#### [REQUIREMENT]
Should any entry seem unclear, still set it down exactly as given, along with all the others.

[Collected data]
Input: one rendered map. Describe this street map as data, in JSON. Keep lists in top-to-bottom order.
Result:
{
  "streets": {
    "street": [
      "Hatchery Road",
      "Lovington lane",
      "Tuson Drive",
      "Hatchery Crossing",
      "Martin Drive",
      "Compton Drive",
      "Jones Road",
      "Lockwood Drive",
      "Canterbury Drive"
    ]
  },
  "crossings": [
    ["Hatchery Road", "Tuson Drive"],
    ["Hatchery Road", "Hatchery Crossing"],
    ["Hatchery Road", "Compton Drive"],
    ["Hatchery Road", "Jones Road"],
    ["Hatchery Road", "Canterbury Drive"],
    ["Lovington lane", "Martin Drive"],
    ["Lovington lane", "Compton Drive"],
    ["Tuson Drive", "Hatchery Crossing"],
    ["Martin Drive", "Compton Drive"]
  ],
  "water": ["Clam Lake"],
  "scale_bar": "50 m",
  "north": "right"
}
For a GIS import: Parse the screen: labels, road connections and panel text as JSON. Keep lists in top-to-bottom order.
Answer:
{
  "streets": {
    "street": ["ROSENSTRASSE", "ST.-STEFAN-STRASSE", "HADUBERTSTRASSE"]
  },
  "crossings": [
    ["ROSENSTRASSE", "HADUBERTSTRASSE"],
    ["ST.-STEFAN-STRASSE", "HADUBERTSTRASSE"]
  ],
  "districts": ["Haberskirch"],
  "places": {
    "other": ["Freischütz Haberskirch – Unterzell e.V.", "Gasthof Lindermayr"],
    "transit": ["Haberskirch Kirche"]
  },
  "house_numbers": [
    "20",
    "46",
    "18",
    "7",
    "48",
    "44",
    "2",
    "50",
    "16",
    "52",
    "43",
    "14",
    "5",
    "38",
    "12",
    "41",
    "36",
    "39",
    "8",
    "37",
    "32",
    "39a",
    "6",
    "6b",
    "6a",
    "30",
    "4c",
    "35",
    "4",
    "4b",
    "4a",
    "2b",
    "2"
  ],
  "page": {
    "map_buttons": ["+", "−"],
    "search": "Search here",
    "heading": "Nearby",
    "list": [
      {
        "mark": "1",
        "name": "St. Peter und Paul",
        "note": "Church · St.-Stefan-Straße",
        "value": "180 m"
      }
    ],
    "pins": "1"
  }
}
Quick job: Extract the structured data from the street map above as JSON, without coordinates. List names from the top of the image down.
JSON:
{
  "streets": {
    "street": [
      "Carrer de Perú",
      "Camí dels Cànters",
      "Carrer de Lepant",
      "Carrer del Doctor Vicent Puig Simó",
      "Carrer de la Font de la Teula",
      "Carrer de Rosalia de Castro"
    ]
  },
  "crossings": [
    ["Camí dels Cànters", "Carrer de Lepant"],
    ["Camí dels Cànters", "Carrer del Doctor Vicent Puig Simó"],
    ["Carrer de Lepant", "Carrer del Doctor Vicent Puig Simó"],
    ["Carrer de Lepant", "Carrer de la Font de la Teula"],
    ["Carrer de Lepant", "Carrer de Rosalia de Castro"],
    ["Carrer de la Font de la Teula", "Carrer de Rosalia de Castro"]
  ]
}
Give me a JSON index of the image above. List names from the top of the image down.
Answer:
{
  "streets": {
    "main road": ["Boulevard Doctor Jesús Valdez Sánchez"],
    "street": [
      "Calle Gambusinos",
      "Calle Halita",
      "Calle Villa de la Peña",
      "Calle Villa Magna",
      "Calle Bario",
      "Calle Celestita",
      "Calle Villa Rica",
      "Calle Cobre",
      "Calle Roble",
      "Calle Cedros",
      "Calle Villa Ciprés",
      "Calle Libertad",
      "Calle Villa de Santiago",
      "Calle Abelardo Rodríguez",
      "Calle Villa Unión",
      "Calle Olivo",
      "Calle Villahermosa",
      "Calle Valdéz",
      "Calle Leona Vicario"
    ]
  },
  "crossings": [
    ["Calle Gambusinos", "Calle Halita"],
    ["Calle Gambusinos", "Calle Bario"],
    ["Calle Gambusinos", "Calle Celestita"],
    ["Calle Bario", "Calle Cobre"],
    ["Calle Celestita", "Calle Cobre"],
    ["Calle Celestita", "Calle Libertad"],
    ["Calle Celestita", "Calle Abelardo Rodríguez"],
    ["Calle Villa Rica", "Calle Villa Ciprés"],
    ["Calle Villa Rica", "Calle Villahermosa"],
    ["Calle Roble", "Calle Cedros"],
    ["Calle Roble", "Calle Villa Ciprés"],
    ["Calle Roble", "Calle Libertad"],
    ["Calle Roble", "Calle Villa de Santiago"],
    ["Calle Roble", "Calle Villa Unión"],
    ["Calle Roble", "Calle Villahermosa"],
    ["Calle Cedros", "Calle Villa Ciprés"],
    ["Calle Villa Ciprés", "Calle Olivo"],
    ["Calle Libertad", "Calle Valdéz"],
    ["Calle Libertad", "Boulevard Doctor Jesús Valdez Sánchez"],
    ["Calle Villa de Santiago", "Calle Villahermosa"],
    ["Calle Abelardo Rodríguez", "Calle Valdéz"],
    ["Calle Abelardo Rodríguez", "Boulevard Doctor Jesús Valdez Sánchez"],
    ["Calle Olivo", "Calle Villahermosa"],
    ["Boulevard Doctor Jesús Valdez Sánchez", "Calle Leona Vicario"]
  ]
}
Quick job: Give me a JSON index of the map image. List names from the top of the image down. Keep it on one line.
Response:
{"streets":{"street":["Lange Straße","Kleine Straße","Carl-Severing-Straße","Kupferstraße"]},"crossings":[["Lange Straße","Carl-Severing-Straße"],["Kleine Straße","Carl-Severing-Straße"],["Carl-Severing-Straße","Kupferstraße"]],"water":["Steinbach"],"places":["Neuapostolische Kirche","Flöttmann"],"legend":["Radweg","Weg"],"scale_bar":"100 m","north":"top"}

#### [ANSWER BOX]
Input: one rendered map. Describe this street map as data, in JSON. Keep lists in top-to-bottom order.
Result:
{
  "streets": {
    "street": [
      "Hatchery Road",
      "Lovington lane",
      "Tuson Drive",
      "Hatchery Crossing",
      "Martin Drive",
      "Compton Drive",
      "Jones Road",
      "Lockwood Drive",
      "Canterbury Drive"
    ]
  },
  "crossings": [
    ["Hatchery Road", "Tuson Drive"],
    ["Hatchery Road", "Hatchery Crossing"],
    ["Hatchery Road", "Compton Drive"],
    ["Hatchery Road", "Jones Road"],
    ["Hatchery Road", "Canterbury Drive"],
    ["Lovington lane", "Martin Drive"],
    ["Lovington lane", "Compton Drive"],
    ["Tuson Drive", "Hatchery Crossing"],
    ["Martin Drive", "Compton Drive"]
  ],
  "water": ["Clam Lake"],
  "scale_bar": "50 m",
  "north": "right"
}
For a GIS import: Parse the screen: labels, road connections and panel text as JSON. Keep lists in top-to-bottom order.
Answer:
{
  "streets": {
    "street": ["ROSENSTRASSE", "ST.-STEFAN-STRASSE", "HADUBERTSTRASSE"]
  },
  "crossings": [
    ["ROSENSTRASSE", "HADUBERTSTRASSE"],
    ["ST.-STEFAN-STRASSE", "HADUBERTSTRASSE"]
  ],
  "districts": ["Haberskirch"],
  "places": {
    "other": ["Freischütz Haberskirch – Unterzell e.V.", "Gasthof Lindermayr"],
    "transit": ["Haberskirch Kirche"]
  },
  "house_numbers": [
    "20",
    "46",
    "18",
    "7",
    "48",
    "44",
    "2",
    "50",
    "16",
    "52",
    "43",
    "14",
    "5",
    "38",
    "12",
    "41",
    "36",
    "39",
    "8",
    "37",
    "32",
    "39a",
    "6",
    "6b",
    "6a",
    "30",
    "4c",
    "35",
    "4",
    "4b",
    "4a",
    "2b",
    "2"
  ],
  "page": {
    "map_buttons": ["+", "−"],
    "search": "Search here",
    "heading": "Nearby",
    "list": [
      {
        "mark": "1",
        "name": "St. Peter und Paul",
        "note": "Church · St.-Stefan-Straße",
        "value": "180 m"
      }
    ],
    "pins": "1"
  }
}
Quick job: Extract the structured data from the street map above as JSON, without coordinates. List names from the top of the image down.
JSON:
{
  "streets": {
    "street": [
      "Carrer de Perú",
      "Camí dels Cànters",
      "Carrer de Lepant",
      "Carrer del Doctor Vicent Puig Simó",
      "Carrer de la Font de la Teula",
      "Carrer de Rosalia de Castro"
    ]
  },
  "crossings": [
    ["Camí dels Cànters", "Carrer de Lepant"],
    ["Camí dels Cànters", "Carrer del Doctor Vicent Puig Simó"],
    ["Carrer de Lepant", "Carrer del Doctor Vicent Puig Simó"],
    ["Carrer de Lepant", "Carrer de la Font de la Teula"],
    ["Carrer de Lepant", "Carrer de Rosalia de Castro"],
    ["Carrer de la Font de la Teula", "Carrer de Rosalia de Castro"]
  ]
}
Give me a JSON index of the image above. List names from the top of the image down.
Answer:
{
  "streets": {
    "main road": ["Boulevard Doctor Jesús Valdez Sánchez"],
    "street": [
      "Calle Gambusinos",
      "Calle Halita",
      "Calle Villa de la Peña",
      "Calle Villa Magna",
      "Calle Bario",
      "Calle Celestita",
      "Calle Villa Rica",
      "Calle Cobre",
      "Calle Roble",
      "Calle Cedros",
      "Calle Villa Ciprés",
      "Calle Libertad",
      "Calle Villa de Santiago",
      "Calle Abelardo Rodríguez",
      "Calle Villa Unión",
      "Calle Olivo",
      "Calle Villahermosa",
      "Calle Valdéz",
      "Calle Leona Vicario"
    ]
  },
  "crossings": [
    ["Calle Gambusinos", "Calle Halita"],
    ["Calle Gambusinos", "Calle Bario"],
    ["Calle Gambusinos", "Calle Celestita"],
    ["Calle Bario", "Calle Cobre"],
    ["Calle Celestita", "Calle Cobre"],
    ["Calle Celestita", "Calle Libertad"],
    ["Calle Celestita", "Calle Abelardo Rodríguez"],
    ["Calle Villa Rica", "Calle Villa Ciprés"],
    ["Calle Villa Rica", "Calle Villahermosa"],
    ["Calle Roble", "Calle Cedros"],
    ["Calle Roble", "Calle Villa Ciprés"],
    ["Calle Roble", "Calle Libertad"],
    ["Calle Roble", "Calle Villa de Santiago"],
    ["Calle Roble", "Calle Villa Unión"],
    ["Calle Roble", "Calle Villahermosa"],
    ["Calle Cedros", "Calle Villa Ciprés"],
    ["Calle Villa Ciprés", "Calle Olivo"],
    ["Calle Libertad", "Calle Valdéz"],
    ["Calle Libertad", "Boulevard Doctor Jesús Valdez Sánchez"],
    ["Calle Villa de Santiago", "Calle Villahermosa"],
    ["Calle Abelardo Rodríguez", "Calle Valdéz"],
    ["Calle Abelardo Rodríguez", "Boulevard Doctor Jesús Valdez Sánchez"],
    ["Calle Olivo", "Calle Villahermosa"],
    ["Boulevard Doctor Jesús Valdez Sánchez", "Calle Leona Vicario"]
  ]
}
Quick job: Give me a JSON index of the map image. List names from the top of the image down. Keep it on one line.
Response:
{"streets":{"street":["Lange Straße","Kleine Straße","Carl-Severing-Straße","Kupferstraße"]},"crossings":[["Lange Straße","Carl-Severing-Straße"],["Kleine Straße","Carl-Severing-Straße"],["Carl-Severing-Straße","Kupferstraße"]],"water":["Steinbach"],"places":["Neuapostolische Kirche","Flöttmann"],"legend":["Radweg","Weg"],"scale_bar":"100 m","north":"top"}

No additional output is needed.